**WHAT YOU ARE ASKED TO DO**
In the data below, how many lines contain the string "dots"? Give only the number.
(Beginning of RECORDS FOR THIS TASK)
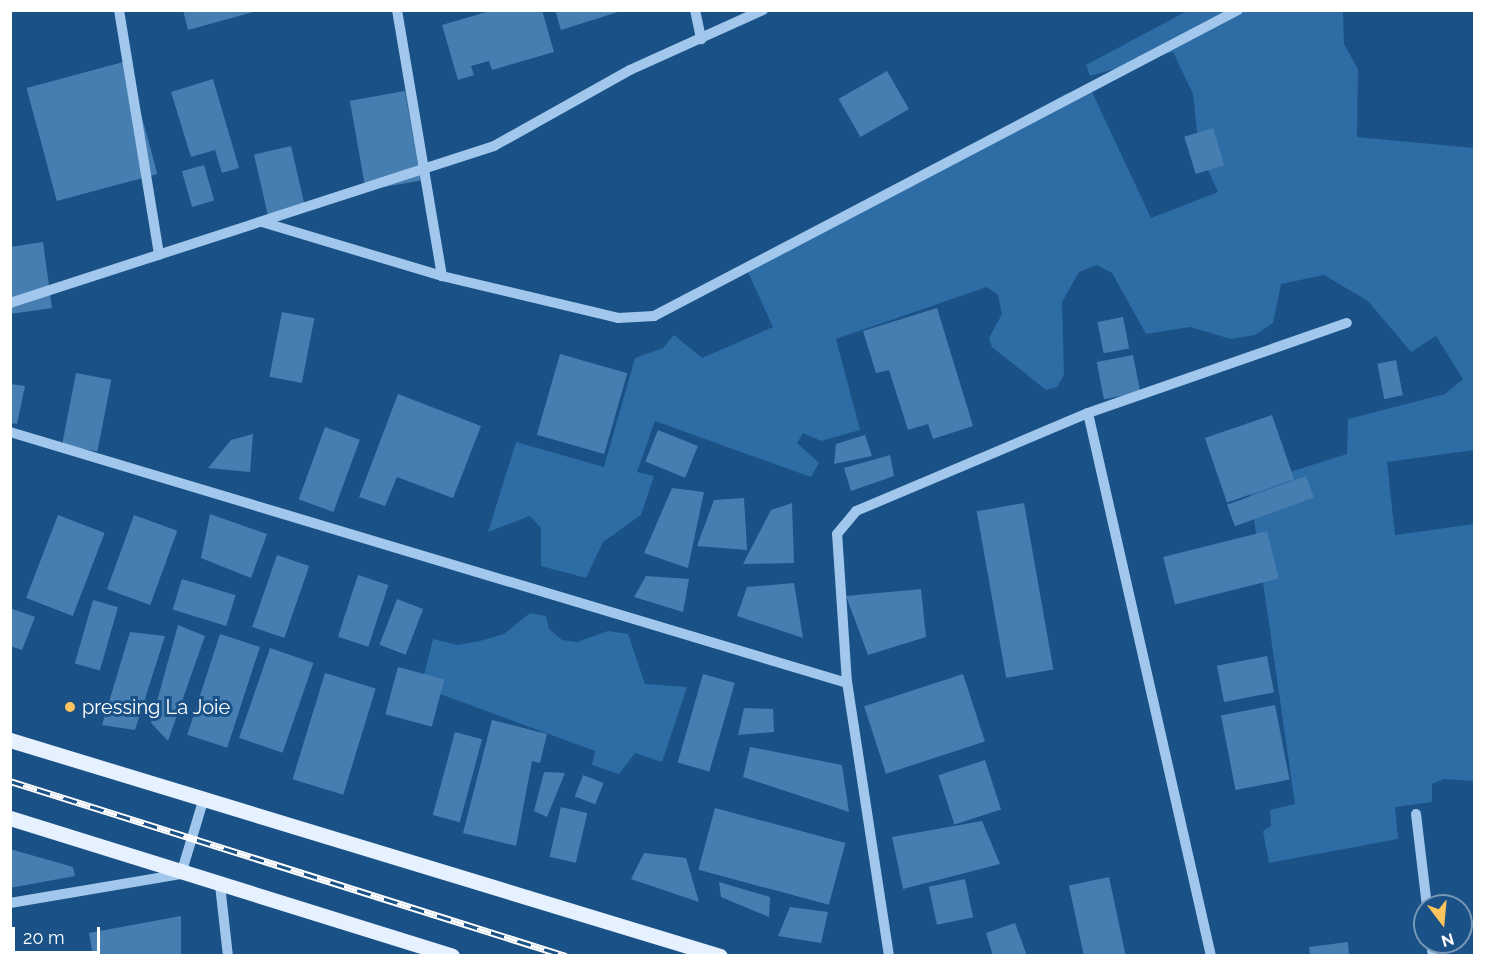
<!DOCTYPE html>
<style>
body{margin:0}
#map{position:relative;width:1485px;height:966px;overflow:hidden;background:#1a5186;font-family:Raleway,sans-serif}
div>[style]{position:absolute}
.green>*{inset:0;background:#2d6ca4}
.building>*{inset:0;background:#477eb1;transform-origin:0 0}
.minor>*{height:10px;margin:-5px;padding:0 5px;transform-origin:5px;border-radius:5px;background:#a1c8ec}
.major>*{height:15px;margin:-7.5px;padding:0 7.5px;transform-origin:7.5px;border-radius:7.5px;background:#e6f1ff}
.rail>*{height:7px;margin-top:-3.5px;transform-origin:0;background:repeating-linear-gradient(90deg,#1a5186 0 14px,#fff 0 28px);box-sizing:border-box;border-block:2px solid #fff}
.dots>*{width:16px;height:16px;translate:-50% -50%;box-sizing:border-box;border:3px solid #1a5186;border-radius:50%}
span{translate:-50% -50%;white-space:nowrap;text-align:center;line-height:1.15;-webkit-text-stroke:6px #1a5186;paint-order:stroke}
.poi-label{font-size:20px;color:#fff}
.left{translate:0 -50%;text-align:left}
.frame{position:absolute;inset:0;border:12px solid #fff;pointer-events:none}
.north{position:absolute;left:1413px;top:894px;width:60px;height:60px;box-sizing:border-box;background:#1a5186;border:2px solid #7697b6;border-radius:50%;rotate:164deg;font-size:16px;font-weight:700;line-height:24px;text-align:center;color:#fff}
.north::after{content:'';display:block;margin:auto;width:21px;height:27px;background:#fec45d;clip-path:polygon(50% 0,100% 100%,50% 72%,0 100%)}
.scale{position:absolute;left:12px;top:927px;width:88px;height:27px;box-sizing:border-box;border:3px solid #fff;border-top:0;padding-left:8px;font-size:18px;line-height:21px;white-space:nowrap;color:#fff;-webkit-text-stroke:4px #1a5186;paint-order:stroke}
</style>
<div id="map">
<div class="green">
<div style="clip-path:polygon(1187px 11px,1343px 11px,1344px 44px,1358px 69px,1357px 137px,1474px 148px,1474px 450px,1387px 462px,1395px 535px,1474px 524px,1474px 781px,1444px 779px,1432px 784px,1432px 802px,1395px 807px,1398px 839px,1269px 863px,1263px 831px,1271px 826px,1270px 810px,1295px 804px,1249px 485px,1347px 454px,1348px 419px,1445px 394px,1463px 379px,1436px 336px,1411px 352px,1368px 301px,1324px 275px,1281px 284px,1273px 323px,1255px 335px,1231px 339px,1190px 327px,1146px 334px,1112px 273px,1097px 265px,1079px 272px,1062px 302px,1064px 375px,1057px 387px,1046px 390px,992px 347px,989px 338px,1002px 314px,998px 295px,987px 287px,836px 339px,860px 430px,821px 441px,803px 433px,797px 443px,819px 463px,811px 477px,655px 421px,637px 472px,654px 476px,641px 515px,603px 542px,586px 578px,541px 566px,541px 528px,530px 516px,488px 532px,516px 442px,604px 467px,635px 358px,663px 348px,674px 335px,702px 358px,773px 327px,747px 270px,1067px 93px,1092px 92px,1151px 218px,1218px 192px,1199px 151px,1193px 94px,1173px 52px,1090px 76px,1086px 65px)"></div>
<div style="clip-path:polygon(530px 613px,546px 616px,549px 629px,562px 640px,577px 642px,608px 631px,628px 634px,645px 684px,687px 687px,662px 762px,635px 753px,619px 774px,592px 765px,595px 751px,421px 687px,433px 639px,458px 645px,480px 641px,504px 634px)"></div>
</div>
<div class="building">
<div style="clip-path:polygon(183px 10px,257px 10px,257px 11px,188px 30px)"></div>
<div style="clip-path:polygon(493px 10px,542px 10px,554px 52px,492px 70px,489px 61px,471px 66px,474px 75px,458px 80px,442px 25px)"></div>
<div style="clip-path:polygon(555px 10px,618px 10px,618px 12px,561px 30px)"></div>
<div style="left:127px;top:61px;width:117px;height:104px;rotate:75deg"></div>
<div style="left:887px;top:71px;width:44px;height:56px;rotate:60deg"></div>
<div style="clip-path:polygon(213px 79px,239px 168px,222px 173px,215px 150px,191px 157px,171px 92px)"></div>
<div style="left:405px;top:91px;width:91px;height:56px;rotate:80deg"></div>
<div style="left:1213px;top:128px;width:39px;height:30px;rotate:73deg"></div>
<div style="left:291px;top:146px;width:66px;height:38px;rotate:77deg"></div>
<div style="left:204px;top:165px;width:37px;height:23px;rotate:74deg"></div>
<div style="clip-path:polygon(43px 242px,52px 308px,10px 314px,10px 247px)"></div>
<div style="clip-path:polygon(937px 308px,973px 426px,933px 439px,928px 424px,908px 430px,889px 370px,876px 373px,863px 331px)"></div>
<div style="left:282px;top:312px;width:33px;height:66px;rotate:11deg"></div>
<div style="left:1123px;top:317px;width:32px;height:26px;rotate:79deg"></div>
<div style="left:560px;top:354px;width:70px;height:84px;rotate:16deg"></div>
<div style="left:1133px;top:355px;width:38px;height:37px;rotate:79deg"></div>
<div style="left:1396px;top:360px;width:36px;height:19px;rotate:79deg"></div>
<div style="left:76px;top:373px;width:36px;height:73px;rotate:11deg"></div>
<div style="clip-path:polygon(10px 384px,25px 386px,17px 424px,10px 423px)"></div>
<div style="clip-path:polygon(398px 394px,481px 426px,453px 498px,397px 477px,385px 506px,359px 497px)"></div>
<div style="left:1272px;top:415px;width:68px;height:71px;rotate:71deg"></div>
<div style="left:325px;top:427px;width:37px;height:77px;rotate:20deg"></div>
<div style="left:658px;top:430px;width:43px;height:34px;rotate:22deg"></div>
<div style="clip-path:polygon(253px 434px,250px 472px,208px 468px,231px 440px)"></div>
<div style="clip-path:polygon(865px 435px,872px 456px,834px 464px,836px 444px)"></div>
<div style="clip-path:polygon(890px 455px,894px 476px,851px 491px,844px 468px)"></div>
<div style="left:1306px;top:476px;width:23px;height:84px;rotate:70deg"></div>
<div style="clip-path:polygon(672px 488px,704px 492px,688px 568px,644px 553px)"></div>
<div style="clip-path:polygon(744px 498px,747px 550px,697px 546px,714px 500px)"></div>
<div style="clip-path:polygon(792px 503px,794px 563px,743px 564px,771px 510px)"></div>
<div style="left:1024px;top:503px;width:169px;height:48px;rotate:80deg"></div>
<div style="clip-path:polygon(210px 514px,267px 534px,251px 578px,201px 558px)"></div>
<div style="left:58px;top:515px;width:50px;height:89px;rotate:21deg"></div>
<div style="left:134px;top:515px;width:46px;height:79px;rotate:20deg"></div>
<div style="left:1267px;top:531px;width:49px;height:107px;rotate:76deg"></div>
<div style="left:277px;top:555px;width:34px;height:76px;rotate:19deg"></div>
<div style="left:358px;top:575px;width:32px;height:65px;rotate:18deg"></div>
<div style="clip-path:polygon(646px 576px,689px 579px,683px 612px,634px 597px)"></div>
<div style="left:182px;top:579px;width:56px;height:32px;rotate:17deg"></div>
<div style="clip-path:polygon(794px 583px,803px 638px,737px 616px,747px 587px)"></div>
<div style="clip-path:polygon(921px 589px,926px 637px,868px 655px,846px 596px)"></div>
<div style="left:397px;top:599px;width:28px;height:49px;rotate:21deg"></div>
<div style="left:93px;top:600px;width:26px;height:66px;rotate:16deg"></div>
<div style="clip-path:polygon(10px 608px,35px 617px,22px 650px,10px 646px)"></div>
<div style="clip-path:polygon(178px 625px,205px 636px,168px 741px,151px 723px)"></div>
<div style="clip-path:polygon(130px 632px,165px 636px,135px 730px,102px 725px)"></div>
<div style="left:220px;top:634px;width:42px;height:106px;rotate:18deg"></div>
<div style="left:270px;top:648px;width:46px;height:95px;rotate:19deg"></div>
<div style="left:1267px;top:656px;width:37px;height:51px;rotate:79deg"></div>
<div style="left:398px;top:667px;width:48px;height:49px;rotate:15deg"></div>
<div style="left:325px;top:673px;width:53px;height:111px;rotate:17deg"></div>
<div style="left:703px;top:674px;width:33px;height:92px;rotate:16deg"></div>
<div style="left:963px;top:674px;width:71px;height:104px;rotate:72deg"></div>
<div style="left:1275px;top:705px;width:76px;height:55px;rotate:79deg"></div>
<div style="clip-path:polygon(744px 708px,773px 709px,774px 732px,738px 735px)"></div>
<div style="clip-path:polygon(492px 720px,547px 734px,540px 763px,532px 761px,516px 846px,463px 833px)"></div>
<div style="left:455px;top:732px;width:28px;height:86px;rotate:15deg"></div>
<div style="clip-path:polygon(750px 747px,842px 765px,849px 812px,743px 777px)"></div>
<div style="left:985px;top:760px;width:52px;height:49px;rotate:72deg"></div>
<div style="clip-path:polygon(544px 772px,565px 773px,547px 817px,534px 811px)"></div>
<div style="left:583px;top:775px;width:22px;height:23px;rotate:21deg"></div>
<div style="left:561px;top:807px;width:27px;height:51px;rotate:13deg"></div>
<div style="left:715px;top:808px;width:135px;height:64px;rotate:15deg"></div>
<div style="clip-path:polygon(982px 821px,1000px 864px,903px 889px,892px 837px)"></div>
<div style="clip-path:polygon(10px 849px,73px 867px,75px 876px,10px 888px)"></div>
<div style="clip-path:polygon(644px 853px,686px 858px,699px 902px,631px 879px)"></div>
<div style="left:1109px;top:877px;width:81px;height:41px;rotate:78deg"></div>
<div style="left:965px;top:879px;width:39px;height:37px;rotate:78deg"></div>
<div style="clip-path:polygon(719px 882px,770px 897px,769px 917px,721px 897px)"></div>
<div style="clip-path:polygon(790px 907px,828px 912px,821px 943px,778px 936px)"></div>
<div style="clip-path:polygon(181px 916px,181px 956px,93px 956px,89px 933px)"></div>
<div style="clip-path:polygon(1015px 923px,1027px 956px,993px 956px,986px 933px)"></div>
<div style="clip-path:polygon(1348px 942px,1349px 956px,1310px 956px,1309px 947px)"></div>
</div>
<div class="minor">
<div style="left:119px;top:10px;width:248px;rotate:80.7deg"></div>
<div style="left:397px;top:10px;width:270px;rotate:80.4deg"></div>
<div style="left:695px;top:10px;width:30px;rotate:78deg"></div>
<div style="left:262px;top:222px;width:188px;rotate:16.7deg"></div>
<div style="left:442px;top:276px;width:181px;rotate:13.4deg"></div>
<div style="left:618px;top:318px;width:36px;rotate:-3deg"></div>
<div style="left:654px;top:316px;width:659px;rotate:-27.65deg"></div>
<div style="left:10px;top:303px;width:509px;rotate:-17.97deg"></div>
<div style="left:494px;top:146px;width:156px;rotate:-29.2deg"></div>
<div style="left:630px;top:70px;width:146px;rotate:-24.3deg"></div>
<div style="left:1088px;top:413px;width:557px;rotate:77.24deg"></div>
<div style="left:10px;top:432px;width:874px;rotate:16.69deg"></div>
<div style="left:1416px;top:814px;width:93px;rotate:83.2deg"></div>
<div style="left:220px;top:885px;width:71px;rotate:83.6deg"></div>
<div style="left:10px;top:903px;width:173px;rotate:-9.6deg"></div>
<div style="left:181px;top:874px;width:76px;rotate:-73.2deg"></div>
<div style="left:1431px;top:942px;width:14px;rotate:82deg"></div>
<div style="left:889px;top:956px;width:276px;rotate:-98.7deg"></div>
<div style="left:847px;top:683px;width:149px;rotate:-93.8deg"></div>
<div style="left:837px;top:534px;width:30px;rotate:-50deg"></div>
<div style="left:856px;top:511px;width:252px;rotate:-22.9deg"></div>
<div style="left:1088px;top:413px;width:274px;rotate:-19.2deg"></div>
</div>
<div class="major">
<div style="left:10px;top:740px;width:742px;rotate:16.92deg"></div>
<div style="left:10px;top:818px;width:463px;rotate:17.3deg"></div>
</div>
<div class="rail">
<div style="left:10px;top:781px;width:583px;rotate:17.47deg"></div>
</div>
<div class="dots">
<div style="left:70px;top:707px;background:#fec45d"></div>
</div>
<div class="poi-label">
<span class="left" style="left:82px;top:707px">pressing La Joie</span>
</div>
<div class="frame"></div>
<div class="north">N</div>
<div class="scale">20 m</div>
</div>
(End of RECORDS FOR THIS TASK)
(Beginning of RECORDS FOR THIS TASK)
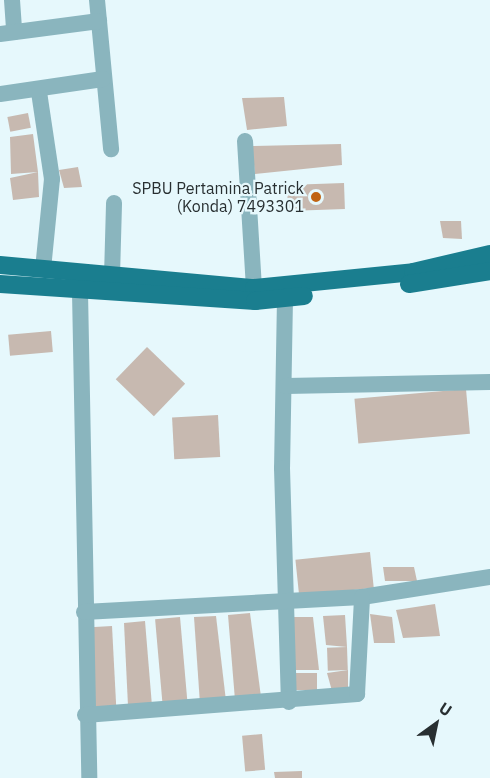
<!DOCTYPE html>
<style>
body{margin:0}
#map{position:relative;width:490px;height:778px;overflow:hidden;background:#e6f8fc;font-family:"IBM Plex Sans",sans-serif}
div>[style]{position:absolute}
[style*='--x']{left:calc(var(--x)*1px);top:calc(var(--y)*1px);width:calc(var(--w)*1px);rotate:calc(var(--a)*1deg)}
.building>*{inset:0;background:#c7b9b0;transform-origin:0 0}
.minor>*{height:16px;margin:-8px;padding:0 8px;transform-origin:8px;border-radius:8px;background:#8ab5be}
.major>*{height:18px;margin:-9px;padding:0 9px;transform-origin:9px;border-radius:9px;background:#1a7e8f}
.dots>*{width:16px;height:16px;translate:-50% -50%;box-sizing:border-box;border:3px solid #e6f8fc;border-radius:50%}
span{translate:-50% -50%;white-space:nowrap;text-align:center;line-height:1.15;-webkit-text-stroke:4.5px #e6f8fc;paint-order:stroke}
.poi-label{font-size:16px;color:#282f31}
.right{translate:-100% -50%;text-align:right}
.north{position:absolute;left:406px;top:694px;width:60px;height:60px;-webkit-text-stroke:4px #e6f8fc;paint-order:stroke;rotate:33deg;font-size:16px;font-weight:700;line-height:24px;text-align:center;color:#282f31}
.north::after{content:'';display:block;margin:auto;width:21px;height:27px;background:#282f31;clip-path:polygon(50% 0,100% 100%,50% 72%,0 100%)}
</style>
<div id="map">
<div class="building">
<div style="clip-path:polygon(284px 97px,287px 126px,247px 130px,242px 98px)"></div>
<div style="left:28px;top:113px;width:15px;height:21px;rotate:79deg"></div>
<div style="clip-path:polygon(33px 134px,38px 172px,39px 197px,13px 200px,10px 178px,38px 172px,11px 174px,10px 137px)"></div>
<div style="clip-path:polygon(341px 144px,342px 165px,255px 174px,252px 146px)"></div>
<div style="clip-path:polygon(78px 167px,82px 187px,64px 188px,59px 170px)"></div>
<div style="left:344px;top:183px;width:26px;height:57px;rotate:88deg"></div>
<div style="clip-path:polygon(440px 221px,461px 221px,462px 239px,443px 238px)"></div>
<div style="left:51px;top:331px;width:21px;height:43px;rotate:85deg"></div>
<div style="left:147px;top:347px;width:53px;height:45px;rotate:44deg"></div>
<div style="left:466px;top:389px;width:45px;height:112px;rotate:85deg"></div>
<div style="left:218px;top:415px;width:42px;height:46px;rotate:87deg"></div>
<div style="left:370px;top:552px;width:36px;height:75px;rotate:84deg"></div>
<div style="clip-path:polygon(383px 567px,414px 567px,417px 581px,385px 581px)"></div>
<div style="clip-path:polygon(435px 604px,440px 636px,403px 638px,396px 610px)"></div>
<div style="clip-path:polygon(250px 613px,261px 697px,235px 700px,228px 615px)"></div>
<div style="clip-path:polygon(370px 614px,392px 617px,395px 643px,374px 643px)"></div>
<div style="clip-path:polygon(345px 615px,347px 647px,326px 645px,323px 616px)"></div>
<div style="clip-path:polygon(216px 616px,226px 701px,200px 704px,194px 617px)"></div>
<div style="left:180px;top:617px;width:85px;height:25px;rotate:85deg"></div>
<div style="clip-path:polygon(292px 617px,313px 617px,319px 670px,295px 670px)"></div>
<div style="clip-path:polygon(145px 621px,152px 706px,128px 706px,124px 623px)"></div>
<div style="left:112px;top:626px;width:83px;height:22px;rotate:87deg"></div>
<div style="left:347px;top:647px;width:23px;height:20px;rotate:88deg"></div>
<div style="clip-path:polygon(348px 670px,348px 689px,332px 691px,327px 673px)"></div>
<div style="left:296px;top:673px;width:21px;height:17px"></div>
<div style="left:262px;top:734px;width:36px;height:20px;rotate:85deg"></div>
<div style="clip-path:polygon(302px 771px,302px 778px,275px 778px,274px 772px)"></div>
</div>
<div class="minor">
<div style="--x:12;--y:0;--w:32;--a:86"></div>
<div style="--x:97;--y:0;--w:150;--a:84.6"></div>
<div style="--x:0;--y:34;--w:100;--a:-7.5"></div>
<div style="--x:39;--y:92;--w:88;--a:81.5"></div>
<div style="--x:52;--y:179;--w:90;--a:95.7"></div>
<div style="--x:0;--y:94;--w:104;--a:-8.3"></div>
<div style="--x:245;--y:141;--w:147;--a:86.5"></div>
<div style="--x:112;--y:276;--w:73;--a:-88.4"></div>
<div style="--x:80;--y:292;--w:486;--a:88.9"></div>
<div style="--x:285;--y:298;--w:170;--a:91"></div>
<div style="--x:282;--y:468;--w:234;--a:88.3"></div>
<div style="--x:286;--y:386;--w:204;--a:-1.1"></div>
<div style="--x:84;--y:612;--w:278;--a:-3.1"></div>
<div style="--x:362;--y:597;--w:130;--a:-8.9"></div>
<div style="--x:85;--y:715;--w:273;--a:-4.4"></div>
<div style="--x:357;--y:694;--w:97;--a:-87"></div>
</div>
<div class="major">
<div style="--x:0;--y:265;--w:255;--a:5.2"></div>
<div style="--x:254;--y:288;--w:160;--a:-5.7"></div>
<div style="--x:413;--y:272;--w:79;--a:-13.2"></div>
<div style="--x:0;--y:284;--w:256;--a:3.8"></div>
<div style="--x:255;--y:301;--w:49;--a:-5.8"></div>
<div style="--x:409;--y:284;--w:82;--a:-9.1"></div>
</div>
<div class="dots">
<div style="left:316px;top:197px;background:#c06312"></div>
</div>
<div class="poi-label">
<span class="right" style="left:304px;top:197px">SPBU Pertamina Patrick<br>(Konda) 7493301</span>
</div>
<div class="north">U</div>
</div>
(End of RECORDS FOR THIS TASK)
**EXERCISE RESPONSE**
4